In fact, this particular text is composed in Markdown cell. So, in general, we will use Markdown cell for narrative text. There are humongous ways to format your narrative cell (like Word), we will cover some of them along the way. If you want to explore more [click here](https://www.markdownguide.org/basic-syntax/). 

> **Code cell** This cell contains the actual codes to run. 

You easily change cell configuration from top menu in Jupyter notebook: ![image.png](attachment:1e8647da-dc5e-4d36-aad9-65d87f76728d.png)

**So why Jupyter notebook for data analytics/science?** In short, a Jupyter notebook is a document that supports mixing executable code, equations, visualizations, and narrative text ALL IN ONE PLACe. 

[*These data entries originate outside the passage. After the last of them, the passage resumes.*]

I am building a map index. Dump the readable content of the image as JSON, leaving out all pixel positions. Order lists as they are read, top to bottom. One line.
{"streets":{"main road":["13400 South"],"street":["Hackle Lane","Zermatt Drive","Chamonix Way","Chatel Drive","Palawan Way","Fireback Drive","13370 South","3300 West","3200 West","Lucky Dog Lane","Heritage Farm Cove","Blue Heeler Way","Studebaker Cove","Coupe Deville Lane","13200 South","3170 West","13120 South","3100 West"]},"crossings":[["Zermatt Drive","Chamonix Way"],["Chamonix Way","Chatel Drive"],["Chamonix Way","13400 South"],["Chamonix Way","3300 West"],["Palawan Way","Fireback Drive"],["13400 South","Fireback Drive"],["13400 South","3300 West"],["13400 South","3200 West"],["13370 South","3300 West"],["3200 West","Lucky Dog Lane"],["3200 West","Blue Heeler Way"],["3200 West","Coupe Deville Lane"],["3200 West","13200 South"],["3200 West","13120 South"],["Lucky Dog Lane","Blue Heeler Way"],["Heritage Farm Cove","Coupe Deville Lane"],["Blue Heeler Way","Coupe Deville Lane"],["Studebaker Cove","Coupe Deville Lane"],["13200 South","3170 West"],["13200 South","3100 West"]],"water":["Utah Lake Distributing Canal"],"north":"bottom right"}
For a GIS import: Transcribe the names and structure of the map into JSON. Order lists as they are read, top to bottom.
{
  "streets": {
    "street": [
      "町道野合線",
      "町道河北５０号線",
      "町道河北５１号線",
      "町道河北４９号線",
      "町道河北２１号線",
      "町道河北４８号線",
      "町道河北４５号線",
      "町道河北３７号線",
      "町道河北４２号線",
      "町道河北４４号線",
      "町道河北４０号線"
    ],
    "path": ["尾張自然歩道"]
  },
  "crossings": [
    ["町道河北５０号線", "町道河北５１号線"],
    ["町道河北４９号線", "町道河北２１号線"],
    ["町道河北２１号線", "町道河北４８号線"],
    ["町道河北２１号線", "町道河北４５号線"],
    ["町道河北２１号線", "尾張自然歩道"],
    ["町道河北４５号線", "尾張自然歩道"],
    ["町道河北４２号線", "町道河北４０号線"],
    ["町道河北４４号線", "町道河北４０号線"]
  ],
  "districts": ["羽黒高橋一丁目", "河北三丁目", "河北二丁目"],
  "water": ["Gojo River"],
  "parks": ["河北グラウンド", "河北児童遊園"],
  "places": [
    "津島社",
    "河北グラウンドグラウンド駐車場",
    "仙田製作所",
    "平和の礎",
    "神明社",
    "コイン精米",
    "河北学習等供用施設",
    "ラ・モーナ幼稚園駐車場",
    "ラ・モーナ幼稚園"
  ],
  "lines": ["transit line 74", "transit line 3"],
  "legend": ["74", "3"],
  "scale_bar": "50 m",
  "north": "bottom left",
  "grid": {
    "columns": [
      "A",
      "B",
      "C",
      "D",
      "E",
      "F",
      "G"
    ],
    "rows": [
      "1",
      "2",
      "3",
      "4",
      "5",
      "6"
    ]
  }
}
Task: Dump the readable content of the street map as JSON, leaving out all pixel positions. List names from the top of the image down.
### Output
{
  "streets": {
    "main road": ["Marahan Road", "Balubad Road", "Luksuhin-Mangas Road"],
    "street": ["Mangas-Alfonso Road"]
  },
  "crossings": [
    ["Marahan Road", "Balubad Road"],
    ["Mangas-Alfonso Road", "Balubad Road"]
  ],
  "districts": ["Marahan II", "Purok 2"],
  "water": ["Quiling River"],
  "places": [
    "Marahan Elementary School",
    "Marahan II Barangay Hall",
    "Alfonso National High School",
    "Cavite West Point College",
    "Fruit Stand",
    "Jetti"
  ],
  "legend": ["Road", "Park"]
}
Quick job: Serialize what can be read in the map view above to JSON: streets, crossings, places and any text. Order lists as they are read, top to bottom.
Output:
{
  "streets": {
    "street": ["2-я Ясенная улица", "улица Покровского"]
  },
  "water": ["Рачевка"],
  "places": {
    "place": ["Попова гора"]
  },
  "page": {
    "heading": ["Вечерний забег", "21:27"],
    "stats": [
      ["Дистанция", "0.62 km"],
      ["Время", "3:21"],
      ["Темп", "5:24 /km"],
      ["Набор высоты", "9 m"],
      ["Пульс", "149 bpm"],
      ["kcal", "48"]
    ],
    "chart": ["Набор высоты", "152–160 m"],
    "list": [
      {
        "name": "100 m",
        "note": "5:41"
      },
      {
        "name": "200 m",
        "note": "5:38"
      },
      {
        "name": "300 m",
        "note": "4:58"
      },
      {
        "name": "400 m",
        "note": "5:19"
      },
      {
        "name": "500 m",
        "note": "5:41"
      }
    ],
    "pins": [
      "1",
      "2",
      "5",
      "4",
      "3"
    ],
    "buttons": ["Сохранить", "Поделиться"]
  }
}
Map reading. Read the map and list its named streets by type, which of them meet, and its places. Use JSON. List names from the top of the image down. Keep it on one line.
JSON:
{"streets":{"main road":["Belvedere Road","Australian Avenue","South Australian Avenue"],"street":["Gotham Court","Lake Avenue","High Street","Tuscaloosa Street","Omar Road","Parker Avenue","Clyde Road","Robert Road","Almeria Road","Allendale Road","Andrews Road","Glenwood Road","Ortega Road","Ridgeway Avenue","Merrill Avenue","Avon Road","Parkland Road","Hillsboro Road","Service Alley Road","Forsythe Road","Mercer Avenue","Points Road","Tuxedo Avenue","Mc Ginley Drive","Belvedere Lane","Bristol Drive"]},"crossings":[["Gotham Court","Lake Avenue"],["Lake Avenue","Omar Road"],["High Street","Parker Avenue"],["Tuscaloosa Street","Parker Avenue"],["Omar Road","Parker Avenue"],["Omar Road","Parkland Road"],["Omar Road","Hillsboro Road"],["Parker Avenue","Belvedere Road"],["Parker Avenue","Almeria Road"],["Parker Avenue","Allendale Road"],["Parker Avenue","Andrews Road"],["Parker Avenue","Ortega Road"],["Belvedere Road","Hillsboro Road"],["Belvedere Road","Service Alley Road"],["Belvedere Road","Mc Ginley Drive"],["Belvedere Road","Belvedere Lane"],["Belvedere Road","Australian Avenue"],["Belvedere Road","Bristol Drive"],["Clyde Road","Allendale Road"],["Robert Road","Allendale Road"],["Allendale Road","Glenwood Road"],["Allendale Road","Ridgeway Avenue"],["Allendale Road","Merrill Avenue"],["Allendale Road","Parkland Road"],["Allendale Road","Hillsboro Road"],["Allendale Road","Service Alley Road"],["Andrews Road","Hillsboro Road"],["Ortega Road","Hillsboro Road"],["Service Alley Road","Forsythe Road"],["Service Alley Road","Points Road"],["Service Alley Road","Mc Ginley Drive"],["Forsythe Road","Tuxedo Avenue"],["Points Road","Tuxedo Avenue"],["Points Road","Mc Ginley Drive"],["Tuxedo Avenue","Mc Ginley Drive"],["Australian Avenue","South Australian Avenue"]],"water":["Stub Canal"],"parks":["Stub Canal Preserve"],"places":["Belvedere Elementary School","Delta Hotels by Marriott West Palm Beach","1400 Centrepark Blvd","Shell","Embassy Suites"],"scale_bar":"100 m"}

*Illustration*: For a moment, assume that you are working on a project that involves lots of data analysis and custom visualizations. Furthermore, suppose you are using JMP. Now, most likely you have been using MS word to write your analysis results supported by many plots and charts that are created in JMP. This means we would be moving/copying/pasting tables and charts from JMP to Word. Also, sometimes we find out some mistakes or errors in our analysis that was already copied to Word (it happens to me a lot). In this case, we have to redo our analysis, create the charts and move them back to Word again. 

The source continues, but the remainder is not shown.